2. Ask them to beta test new products or offer them as an ‘early release’

Instead of going head-first into an upsell conversation or trying to ‘sell’ additional services to customers before you even know if they need them or not, try easing into the conversation. One tactic is offering customers the opportunity to beta test a new service or product. This way, customers have the ability to give feedback, they feel valued for having been asked to help test a new product before their peers, and they can see whether or not this new service product, feature, or service fits in with their current operations. Another strategy is offering certain customers early releases of products. These should also be positioned as a ‘unique opportunity’ on a ‘limited basis’. After all, everyone likes to feel special, and signaling your customers out as top tier can help increase retention rates.

3. Position your customers as superstars in the marketplace

While asking your current customers to participate in a case study or external marketing exercise might not sound like the first way to improve retention, it can actually work – if you phrase your ask the right way. Your platform is most likely one of many your customers are using, so how are you going to get them to say yes to you, and increase customer satisfaction in the process? There’s nothing wrong with a little flattery, and customer marketing is the perfect place for it. Customer advocates are more likely to keep using your business, so it makes sense to invest in strong advocacy program resources. Ask your customers to participate in a case study or webinar to showcase their innovative or one-of-a-kind application of your product to position them as superstars in the marketplace.

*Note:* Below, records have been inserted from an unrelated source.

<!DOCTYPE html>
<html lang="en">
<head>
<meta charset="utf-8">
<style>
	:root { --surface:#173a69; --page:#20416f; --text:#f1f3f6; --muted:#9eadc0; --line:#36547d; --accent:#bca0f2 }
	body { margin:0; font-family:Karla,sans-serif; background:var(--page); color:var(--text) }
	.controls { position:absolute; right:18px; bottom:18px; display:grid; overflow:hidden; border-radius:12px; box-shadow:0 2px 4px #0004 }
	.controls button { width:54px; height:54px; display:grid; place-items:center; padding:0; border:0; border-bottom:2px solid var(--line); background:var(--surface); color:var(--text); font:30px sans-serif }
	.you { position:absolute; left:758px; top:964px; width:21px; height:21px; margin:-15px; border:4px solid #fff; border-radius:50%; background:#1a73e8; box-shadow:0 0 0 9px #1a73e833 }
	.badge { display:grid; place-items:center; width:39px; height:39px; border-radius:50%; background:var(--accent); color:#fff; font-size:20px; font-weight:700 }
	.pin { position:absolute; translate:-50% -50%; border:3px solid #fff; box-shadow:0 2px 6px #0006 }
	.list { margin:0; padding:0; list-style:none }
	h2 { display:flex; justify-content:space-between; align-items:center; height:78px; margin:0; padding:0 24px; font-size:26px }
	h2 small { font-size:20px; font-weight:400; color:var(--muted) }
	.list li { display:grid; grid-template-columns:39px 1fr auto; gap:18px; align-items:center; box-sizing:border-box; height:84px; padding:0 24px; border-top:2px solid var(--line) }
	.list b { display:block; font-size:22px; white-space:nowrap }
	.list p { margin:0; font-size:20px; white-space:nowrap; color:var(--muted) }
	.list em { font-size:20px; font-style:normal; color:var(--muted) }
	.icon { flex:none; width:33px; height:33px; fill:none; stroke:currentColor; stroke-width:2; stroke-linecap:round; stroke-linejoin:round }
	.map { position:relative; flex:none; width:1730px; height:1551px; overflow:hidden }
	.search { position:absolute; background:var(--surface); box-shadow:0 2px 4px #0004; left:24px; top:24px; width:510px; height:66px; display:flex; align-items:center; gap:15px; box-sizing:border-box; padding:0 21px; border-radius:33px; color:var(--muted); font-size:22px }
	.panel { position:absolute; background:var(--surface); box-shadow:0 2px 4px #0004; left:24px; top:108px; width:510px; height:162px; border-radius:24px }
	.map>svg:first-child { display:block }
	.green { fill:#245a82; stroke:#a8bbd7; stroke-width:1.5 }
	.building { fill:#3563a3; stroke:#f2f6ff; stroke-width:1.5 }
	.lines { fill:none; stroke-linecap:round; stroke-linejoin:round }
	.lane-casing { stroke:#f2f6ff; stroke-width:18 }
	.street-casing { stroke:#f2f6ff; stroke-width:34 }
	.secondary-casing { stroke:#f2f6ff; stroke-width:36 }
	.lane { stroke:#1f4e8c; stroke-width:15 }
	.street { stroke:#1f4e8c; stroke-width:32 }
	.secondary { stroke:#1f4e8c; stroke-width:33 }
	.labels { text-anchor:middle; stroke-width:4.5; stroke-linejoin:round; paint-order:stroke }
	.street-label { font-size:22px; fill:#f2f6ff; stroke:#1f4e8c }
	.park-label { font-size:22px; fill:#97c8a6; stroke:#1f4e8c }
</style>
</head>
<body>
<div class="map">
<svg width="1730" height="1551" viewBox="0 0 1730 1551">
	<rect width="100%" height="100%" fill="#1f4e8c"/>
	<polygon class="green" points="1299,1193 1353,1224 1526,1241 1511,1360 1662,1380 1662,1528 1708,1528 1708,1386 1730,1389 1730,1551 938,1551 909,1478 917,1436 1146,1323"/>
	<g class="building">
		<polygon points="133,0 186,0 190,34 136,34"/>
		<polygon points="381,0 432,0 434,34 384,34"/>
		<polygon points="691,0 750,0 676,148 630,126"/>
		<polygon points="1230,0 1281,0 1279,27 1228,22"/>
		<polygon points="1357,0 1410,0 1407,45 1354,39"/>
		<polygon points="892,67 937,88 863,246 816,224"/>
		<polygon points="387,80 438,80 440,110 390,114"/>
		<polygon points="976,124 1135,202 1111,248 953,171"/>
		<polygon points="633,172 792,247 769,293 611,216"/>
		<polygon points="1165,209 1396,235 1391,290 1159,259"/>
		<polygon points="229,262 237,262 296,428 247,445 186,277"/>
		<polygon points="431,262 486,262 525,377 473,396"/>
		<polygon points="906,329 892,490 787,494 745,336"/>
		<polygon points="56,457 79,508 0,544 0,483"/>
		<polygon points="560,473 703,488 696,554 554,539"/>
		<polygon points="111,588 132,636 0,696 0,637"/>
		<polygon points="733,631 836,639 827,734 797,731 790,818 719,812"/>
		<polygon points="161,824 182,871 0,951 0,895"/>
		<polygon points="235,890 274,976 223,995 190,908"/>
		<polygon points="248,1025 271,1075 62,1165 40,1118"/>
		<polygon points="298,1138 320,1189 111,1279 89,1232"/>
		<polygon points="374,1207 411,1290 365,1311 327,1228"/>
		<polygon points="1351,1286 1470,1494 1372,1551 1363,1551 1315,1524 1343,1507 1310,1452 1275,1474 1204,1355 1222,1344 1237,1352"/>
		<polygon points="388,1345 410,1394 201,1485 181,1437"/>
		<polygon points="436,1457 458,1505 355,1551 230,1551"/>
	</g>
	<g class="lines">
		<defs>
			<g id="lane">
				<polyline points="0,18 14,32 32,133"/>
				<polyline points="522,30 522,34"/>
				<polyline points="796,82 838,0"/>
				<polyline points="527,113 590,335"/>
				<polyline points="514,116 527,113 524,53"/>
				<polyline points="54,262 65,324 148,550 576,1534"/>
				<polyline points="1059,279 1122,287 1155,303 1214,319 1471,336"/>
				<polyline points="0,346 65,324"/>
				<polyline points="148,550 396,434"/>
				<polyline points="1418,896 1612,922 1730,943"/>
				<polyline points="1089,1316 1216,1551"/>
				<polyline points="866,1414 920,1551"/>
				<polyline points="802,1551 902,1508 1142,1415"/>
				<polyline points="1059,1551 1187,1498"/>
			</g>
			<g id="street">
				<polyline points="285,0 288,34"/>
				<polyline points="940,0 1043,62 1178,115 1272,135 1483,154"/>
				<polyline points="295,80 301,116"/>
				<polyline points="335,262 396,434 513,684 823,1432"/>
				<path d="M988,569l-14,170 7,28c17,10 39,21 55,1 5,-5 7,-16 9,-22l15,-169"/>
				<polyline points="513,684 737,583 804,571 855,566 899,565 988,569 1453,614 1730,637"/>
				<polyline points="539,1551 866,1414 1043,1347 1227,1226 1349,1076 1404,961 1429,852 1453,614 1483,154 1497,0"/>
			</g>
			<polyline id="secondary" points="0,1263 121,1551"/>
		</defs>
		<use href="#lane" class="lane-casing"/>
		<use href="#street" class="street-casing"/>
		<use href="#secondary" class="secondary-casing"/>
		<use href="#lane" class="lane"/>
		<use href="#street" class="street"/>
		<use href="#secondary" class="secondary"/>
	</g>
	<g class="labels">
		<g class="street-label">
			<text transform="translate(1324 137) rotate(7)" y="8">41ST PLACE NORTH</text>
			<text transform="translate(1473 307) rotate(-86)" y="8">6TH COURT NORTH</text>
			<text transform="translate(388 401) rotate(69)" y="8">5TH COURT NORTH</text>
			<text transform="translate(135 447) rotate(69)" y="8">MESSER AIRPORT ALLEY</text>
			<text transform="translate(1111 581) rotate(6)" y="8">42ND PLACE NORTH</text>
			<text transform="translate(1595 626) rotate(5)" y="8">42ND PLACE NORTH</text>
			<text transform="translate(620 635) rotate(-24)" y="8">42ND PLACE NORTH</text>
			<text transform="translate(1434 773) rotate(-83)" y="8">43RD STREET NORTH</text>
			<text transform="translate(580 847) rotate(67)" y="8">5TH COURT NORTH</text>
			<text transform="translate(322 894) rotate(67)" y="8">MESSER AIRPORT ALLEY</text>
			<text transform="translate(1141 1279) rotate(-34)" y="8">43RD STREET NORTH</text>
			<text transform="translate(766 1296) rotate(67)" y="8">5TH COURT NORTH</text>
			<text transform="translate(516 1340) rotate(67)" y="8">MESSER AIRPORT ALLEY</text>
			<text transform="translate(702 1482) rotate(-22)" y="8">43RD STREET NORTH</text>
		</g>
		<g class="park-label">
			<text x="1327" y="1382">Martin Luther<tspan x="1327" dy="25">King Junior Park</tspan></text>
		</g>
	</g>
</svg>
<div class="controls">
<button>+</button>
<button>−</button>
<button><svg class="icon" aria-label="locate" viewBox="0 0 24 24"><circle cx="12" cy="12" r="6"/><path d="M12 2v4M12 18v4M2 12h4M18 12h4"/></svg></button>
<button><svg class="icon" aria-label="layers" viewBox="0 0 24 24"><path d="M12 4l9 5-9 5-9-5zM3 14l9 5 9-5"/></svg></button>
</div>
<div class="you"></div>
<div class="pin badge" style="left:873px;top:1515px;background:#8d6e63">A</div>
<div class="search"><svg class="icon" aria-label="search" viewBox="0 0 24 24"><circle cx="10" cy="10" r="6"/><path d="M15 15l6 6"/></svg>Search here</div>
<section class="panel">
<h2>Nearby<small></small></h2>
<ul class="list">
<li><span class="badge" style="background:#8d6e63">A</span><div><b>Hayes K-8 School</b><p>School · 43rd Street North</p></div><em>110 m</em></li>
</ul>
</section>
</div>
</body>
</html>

4. Don’t just ask over email – host customers in person or at events for a more personal touch

There’s something to be said for a personal touch, which is why so many deals are won face-to-face. Customer marketing and retention are exactly the same. Just because they have gone through implementation and are happily using your product doesn’t mean they don’t deserve a similar personal touch. Make it a point to meet face-to-face with your customers to discuss any marketing opportunities, or even to just ask them how they are doing with your product or service. If your team is heading to a conference or tradeshow, invite your customers personally to accompany your team and share their story, either at a booth or in a session, to really help share their success with others. This shows you’re dedicated to the customer relationship and want to continue showcasing their success in the industry.

How is your team currently handling customer marketing?

While customer marketing is a critical part of increasing satisfaction and retention, it’s often a process of trial and error to see what programs work the best for your CSMs and your customers. How is your team currently handling customer success? Is it a function of the CS team or does it fall under marketing?